К моей большой радости, мои «издательские» советы пригодились графине Софье Андреевне: ее издание удалось превосходно и дало большую прибыль. С тех пор более двух десятков лет графиня сама с большим успехом издавала сочинения графа Льва Николаевича. Частые встречи и беседы с графиней дали нам возможность узнать друг друга, и мы дружески сошлись, и я убедилась, что графиня София Андреевна была истинным ангелом-хранителем своего гениального мужа. Бывая в Петербурге, графиня посещала меня, я тоже, бывая в Москве, непременно заезжала к графине и впоследствии предоставила ей и ее семье возможность видеть из окон «Музея памяти Ф. М. Достоевского» перевезение тела почившего императора Александра III в Архангельский собор.

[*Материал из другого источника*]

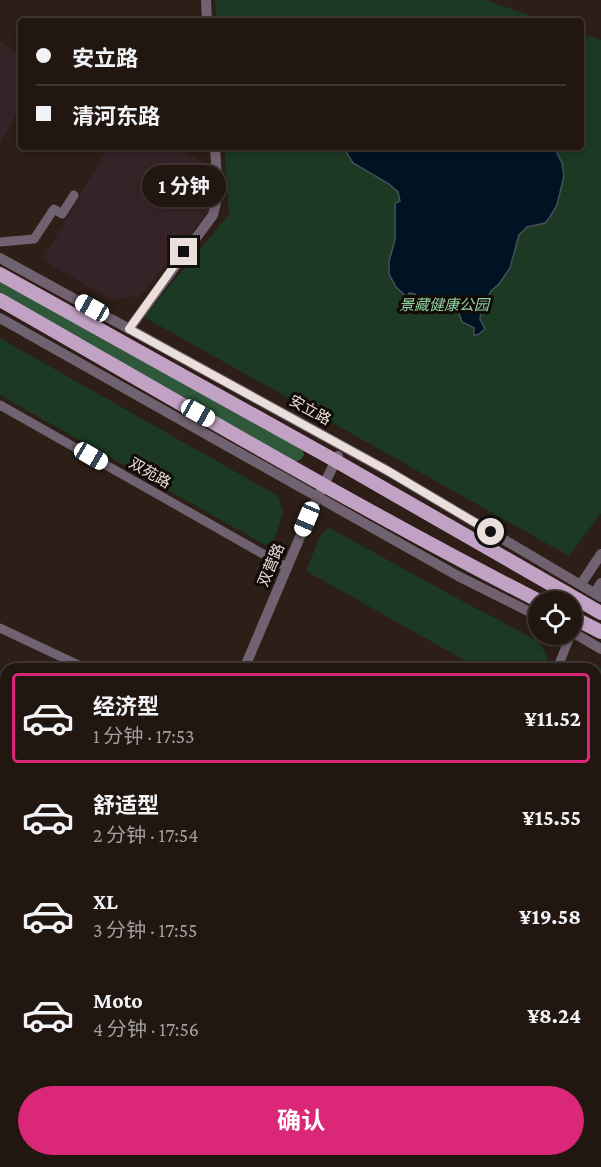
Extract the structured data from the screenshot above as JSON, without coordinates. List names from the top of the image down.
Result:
{
  "streets": {
    "street": ["安立路", "双苑路", "双营路"]
  },
  "crossings": [
    ["安立路", "双营路"],
    ["双苑路", "双营路"]
  ],
  "parks": ["景藏健康公园"],
  "page": {
    "banner": ["安立路", "清河东路"],
    "bubble": "1 分钟",
    "list": [
      {
        "name": "经济型",
        "note": "1 分钟 · 17:53",
        "value": "¥11.52"
      },
      {
        "name": "舒适型",
        "note": "2 分钟 · 17:54",
        "value": "¥15.55"
      },
      {
        "name": "XL",
        "note": "3 分钟 · 17:55",
        "value": "¥19.58"
      },
      {
        "name": "Moto",
        "note": "4 分钟 · 17:56",
        "value": "¥8.24"
      }
    ],
    "buttons": "确认"
  }
}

Я бывала в Москве большею частью или весною (ради посещения моего «Музея»), или осенью, возвращаясь из Крыма, и, навещая графиню, никогда не заставала графа Льва Николаевича: или уехал раннею весною в Ясную Поляну, или проводил там осень. Но однажды зимой, приехав к графине вечером, узнала, что граф Лев Николаевич в Москве, но болен и никого не принимает. Поговорив со мною, графиня ушла к мужу, а я осталась беседовать с ее семьей. Минут чрез десять графиня вернулась и объявила, что ее муж, узнав о моем приходе, непременно хочет меня видеть и просит к нему прийти. Она предупредила меня, что у графа сегодня был приступ болезни печени, он чувствовал себя весь день слабым, а потому она просит недолго с ним разговаривать. Мы пошли с графиней по каким-то чисто московским переходам из дома в дом, и пока я шла, то была даже не совсем довольна, что к нему иду. Несмотря на все желание увидеть гениального писателя, поэтическими произведениями которого я всегда восхищалась, мною овладел какой-то страх перед ним, и мне заранее казалось, что я произведу на него неприятное впечатление, чего мне вовсе бы не желалось.